TO DO:
Your task is to copy each line in the listing that includes the word "nowrap".

[DATA Boundary: Start]

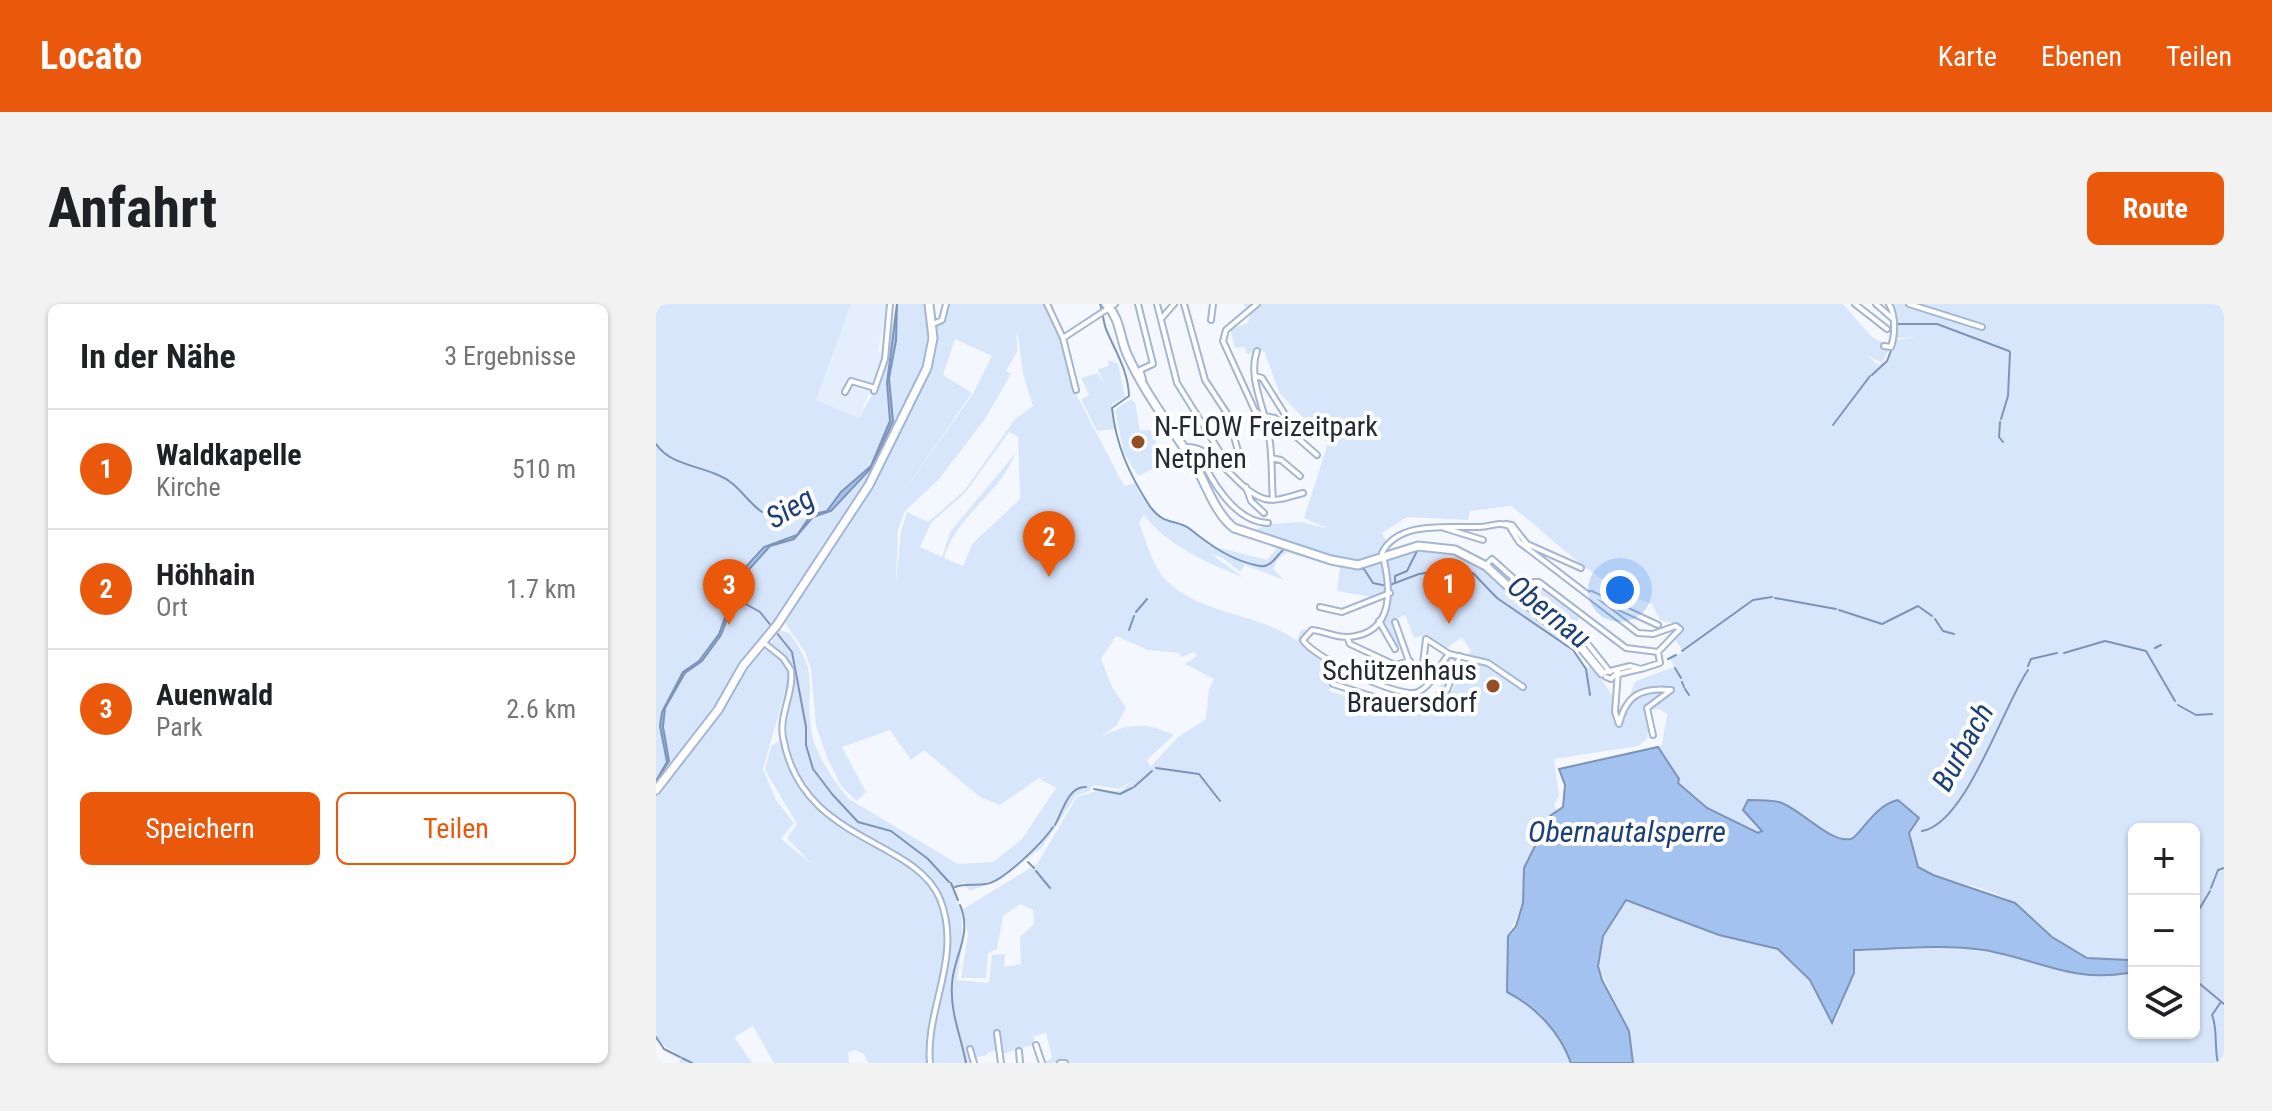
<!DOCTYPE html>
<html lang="de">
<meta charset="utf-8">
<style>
:root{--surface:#fff;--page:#f2f2f2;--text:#202124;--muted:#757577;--line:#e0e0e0;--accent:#ea580c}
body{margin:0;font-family:"Roboto Condensed",sans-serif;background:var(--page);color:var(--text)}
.controls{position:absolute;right:24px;bottom:24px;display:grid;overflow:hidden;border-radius:12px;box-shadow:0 2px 6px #0004}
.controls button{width:72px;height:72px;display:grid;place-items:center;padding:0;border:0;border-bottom:2px solid var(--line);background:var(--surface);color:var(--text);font:40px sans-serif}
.you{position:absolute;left:964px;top:286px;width:28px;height:28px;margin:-20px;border:6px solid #fff;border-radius:50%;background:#1a73e8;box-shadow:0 0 0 12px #1a73e833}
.badge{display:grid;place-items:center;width:52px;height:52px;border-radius:50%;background:var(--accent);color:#fff;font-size:26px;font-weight:700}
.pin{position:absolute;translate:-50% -66px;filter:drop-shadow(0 2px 4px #0008)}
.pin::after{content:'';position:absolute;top:42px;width:28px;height:24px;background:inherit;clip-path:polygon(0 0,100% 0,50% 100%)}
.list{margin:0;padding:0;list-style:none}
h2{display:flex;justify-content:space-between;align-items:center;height:104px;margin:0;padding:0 32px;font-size:34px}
h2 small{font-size:26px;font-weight:400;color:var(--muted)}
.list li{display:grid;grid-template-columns:52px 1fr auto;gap:24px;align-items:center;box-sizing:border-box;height:120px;padding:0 32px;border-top:2px solid var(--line)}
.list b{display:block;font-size:30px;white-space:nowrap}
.list p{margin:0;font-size:26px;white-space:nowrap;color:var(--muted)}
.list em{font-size:26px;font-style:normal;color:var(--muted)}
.actions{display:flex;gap:16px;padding:24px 32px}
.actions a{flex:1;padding:18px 0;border:2px solid var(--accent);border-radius:12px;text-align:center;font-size:28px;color:var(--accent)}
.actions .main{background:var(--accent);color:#fff}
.icon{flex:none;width:44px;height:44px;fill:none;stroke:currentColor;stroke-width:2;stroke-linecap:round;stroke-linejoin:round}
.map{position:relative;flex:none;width:1568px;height:759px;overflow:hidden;border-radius:12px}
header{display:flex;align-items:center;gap:48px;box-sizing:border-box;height:112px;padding:0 40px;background:var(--accent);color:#fff}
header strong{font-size:38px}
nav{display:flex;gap:44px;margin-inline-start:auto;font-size:28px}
.intro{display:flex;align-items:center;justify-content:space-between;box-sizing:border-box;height:192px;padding:0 48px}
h1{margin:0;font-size:56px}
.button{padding:20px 36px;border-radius:12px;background:var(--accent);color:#fff;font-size:28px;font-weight:700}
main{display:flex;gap:48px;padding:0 48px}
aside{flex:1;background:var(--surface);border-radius:12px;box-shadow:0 2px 6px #0004}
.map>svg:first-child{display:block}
.built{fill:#e4eefc}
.green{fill:#d8e6fc;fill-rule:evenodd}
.water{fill:#a4c2ef;stroke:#7d94b7;stroke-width:2}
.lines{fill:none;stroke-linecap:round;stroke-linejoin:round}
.stream{stroke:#7d94b7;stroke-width:2}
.street-casing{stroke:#a4b6d1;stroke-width:8}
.secondary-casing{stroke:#a4b6d1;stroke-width:11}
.street{stroke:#fff;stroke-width:4}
.secondary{stroke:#fff;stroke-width:7}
.poi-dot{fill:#944e25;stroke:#fff;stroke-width:3}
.labels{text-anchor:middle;stroke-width:8;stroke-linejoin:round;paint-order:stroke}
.poi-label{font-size:28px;fill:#232a35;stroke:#fff;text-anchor:start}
.water-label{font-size:30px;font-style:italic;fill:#1c4076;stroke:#fff}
</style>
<header>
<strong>Locato</strong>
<nav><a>Karte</a><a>Ebenen</a><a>Teilen</a></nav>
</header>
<div class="intro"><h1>Anfahrt</h1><a class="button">Route</a></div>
<main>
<aside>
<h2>In der Nähe<small>3 Ergebnisse</small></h2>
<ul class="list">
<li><span class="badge">1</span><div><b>Waldkapelle</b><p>Kirche</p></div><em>510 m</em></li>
<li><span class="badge">2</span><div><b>Höhhain</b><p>Ort</p></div><em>1.7 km</em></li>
<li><span class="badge">3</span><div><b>Auenwald</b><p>Park</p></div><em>2.6 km</em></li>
</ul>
<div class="actions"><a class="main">Speichern</a><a>Teilen</a></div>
</aside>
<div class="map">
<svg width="1568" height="759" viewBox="0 0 1568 759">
<rect width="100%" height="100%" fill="#f4f7fd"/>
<path class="built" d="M195 0H233L222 46 227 53 203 114 160 96Z"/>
<path class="green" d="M0 0H195L160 96 203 114 228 69 240 0H271L276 23 287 18 292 0H398L394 5 406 34 416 82 468 182 480 179 483 189 506 214 530 222 552 241 611 256 624 240 702 262 724 256 732 289 721 294 681 287 684 264 631 248 622 255 617 265 628 276 589 261 584 268 567 254 555 250 587 273C552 260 511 241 488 211L483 219C490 236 497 263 510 276 546 312 602 308 641 337L645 326H651L646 337 668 353 664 374 652 368 675 380 673 387 753 411C774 399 783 386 794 364L788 360 797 351 803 353 792 386 796 387 806 363 805 353 809 354 815 347 806 333 791 344 768 331 758 334 749 311 738 316 748 341 739 344 724 318 735 295 727 254C820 221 842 289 908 333L905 337 932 364 936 362 958 394V409L969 401 980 377 1018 363 1014 355 1027 348 1018 333 1028 322 1004 316 996 300C940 282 901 237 855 202L814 207 812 216 751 213 726 229 731 238C725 248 720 257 708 258 679 262 607 232 577 223L583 220 599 226 612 220 645 218 673 225 648 214 672 139 624 90 608 47 591 50 589 43 579 44 574 25 592 19 594 9 587 0H1187L1215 32 1234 44 1226 59 1211 51 1222 61 1232 56 1239 36 1260 33 1239 34 1235 0H1568V759H977L973 727 942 662 947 632 970 596 1063 631 1122 645 1154 676 1167 704 1179 718 1198 669V646C1239 645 1287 640 1327 646 1380 655 1416 679 1472 669L1475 664C1456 659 1434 657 1417 647 1391 632 1375 607 1349 594 1322 580 1289 578 1262 563L1253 529 1259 522 1236 497 1214 512 1199 533 1193 535 1171 529 1124 498 1092 496 1099 519 1106 527 1102 529 1051 504 1021 479 1022 475 1002 443 1006 441 1011 410 1003 405 995 406 991 435 982 442 898 455 903 492 898 501 902 507 894 512 868 564 867 599 852 632 851 688C880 704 904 728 915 759H386L396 754 390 729 378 732 376 726 379 740 346 750 344 746 332 748 331 751 317 754 318 759H212L208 750 198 746 192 749 193 759H118L97 722 78 733 96 759H23L25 752 0 737V490L55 419 89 365 110 344 129 358 134 370 107 465 120 496 138 519 125 535 156 560 131 534 141 520 109 466 115 442 131 432C129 411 138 390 140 369L115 339 124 326 133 329C165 370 149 382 155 424 158 449 177 476 193 495L302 560 337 558 366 535 400 484 384 475 390 473 383 474 344 501 324 493 268 446 255 456 234 426 186 443 210 488 201 497 185 482 171 453 160 422 155 365 149 348 127 316 208 187 164 245 145 280 58 409 0 483ZM359 6 317 90 245 191 316 89 287 71 299 35 336 52ZM361 24 367 70 377 102 359 115 308 187 272 218 251 208 245 227 240 280 242 225 249 207 283 175 329 115 355 70 350 67 361 48ZM353 128 362 133 364 195 316 240 307 262 288 254C300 211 345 189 359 150L294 228 286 253 264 243 275 219 310 188ZM460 332 492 346 523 349 526 353 538 348 541 352 529 360 558 375 553 385 550 415 522 433 494 463 491 456 518 431C489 418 472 419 445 433L461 421 470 404 456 383 445 355ZM478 476 464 487 444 486 421 493 381 560 307 605 312 630 305 674H330L332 649 341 645 347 612 365 600 377 606 378 620 364 633 365 664 364 660 348 663 349 650 336 651 333 679 301 676C306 642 312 615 296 584L308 578 313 587 344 576 386 543 420 492 433 487 438 481 463 485ZM1478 525H1538V729H1478Z
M452 56 462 59 469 93 456 100 459 125 441 127 425 95 433 91 425 74 442 69 448 81 442 65 453 62Z
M474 96 479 98 484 127 494 126 510 159 482 172 468 149 459 106Z
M887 282 925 312 920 319 899 304 891 314 880 304 888 295 881 290Z"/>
<path class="water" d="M241 0 240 37 233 74 237 117 217 162 175 207 157 213 138 235 114 242 88 271 65 331 46 357 29 369 9 404 7 423 13 457 0 477 11 458 4 422 6 408 27 368 43 357 63 330 86 267 108 243 141 231 155 211 171 207 185 188 215 162 234 117 231 79Z
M1002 443 1023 475 1022 479 1051 504 1102 529 1106 527 1087 506 1092 496C1102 496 1114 496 1123 498 1144 504 1173 539 1195 535 1203 533 1218 501 1242 496L1263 514 1253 529 1262 563 1277 571 1359 599 1396 633 1431 654 1473 656 1475 664 1472 669C1416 679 1381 655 1328 646 1287 640 1240 645 1198 646V669L1176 719 1154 676 1122 645 1063 631 970 596 947 632 942 662 946 676 973 727 977 759H915C904 728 880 703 851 688L852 632 860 622 867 599 868 564 894 512 907 503 909 481 903 465Z"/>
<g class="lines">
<path class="stream" d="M444 0C447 8 447 17 450 25 460 49 472 66 473 92L456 104C460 141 473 170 493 201 508 223 519 214 534 225 555 242 576 257 604 262 615 264 621 251 628 245
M1240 20H1281L1353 47
M1216 71 1231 57 1236 44
M1345 115 1352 92 1354 48
M1344 118 1343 133 1347 138
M1177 121 1214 72
M0 140C15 161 40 161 62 171 81 178 91 198 106 208
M695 263 708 265 717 279 731 282 763 270 793 265 817 269 841 294 917 346 930 365 934 391
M739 278V272L751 267 762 245
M1119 294 1180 305
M81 295 104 308 136 348 150 423V441L157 465 176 490 202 518 235 527 272 555 293 578
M1183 306 1226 320 1262 302 1276 312
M480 308 491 295
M1279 315 1287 327 1298 330
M473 326 478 312
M1499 344 1505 341
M1026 347 1097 296 1116 293
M1408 349 1449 337 1490 347 1519 397
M1012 355 1020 351
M1372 362 1375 355 1401 349
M1019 364 1025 374
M1026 378 1028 383
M1029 385 1033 391
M1522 401 1540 411 1556 410
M500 464 543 470 564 497
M478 483 496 467
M438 485 464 490 476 484
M399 521C407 507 412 482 430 483
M1266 527C1310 520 1347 402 1372 366
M372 558 378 564
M380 567 394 584
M295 579 302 596
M299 583C310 579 319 582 330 580 347 578 387 538 397 523
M1555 584 1562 566 1568 564
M304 601C317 631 297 653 296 680 294 709 305 732 310 759
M1538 614 1554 587
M1538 675 1568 700
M0 733 8 745 24 753
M26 754 36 759
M1562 759C1558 744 1562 725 1556 711L1565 698"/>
<g class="street-casing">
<path id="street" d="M391 0 407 34 420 86
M482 0 497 60 484 66 487 75
M501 0 521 79 572 161 580 164 585 158 572 111 549 76 528 0
M601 0 570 26 567 37 599 107 608 113
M1199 0 1231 25
M1220 0 1236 14
M1253 0 1326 23
M505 15 518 0
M555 16 557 0
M277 20 286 16 290 0
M407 34 459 0
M1228 42 1235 43C1239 31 1240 12 1233 0
M601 47C592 72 607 101 612 126 617 149 615 173 617 196
M599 72 606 74 637 123 635 129
M218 87 229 55 234 0
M189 88 195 77 219 84
M609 112 619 114 661 151
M529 143C561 141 580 187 609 195 622 198 635 192 647 189
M561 144 564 161
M542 147C554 175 578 218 612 219
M615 154 625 156 644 172
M590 183 595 197 608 209
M850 220 856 221 871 240 925 264
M788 224 827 236
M831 260 836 255 867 283
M861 290 872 278H883L970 344 1002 348
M935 290 1002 321
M664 303 686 308 734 289
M723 317 739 345
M739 318 757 369
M691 333 694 340 739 361 754 357
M927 334 954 368
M107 338 127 354 135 366C138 389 123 410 127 433 145 539 258 533 284 595 307 653 269 704 274 759
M793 350C782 362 778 380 762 388 744 396 655 352 647 336L656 326C668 327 680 334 693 333 740 329 735 282 726 249 742 216 793 224 823 223 835 223 842 217 853 222L863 238 982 329 997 330 1020 322 1024 325
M793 350 832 359 867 383
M962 367 959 408 963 420C970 392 984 383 1015 386L991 404 997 431
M766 368 770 335 793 350
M946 369 974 362 985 365 1004 359 1002 348 1024 325
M963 370 984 365
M950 373 955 375 962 368
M677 380 737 399 752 398 759 389
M791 386 804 352
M341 729 345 759
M380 741 386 759
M314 745 318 759
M363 747 364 759
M404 759H409"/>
</g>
<g class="secondary-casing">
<path id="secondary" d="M450 0C465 15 463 32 471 50 489 90 516 124 539 161 551 182 559 209 578 224L675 256 702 261 762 242 799 246 830 262 885 313 920 337 946 369
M0 486 62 406 87 362 121 321 213 181 271 64 277 34 273 0"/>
</g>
<use href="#street" class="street"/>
<use href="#secondary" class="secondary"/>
</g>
<g class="poi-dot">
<circle cx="482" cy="138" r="8"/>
<circle cx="837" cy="382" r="8"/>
</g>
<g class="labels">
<g class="poi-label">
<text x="498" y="132">N-FLOW Freizeitpark<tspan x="498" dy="32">Netphen</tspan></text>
<text x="821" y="376" text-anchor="end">Schützenhaus<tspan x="821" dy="32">Brauersdorf</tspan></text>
</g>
<g class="water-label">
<text transform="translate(134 204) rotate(-31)" y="10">Sieg</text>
<text transform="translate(893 308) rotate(39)" y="10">Obernau</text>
<text transform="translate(1307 443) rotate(-61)" y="10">Burbach</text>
<text x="971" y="538">Obernautalsperre</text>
</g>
</g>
</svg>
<div class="controls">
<button>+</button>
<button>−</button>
<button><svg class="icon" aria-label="layers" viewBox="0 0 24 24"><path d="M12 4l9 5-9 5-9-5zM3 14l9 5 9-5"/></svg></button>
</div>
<div class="you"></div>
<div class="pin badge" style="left:793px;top:320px">1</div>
<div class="pin badge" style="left:393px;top:273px">2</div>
<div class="pin badge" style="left:73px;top:321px">3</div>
</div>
</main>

[DATA Boundary: End]

TASK OUTPUT:
.list b{display:block;font-size:30px;white-space:nowrap}
.list p{margin:0;font-size:26px;white-space:nowrap;color:var(--muted)}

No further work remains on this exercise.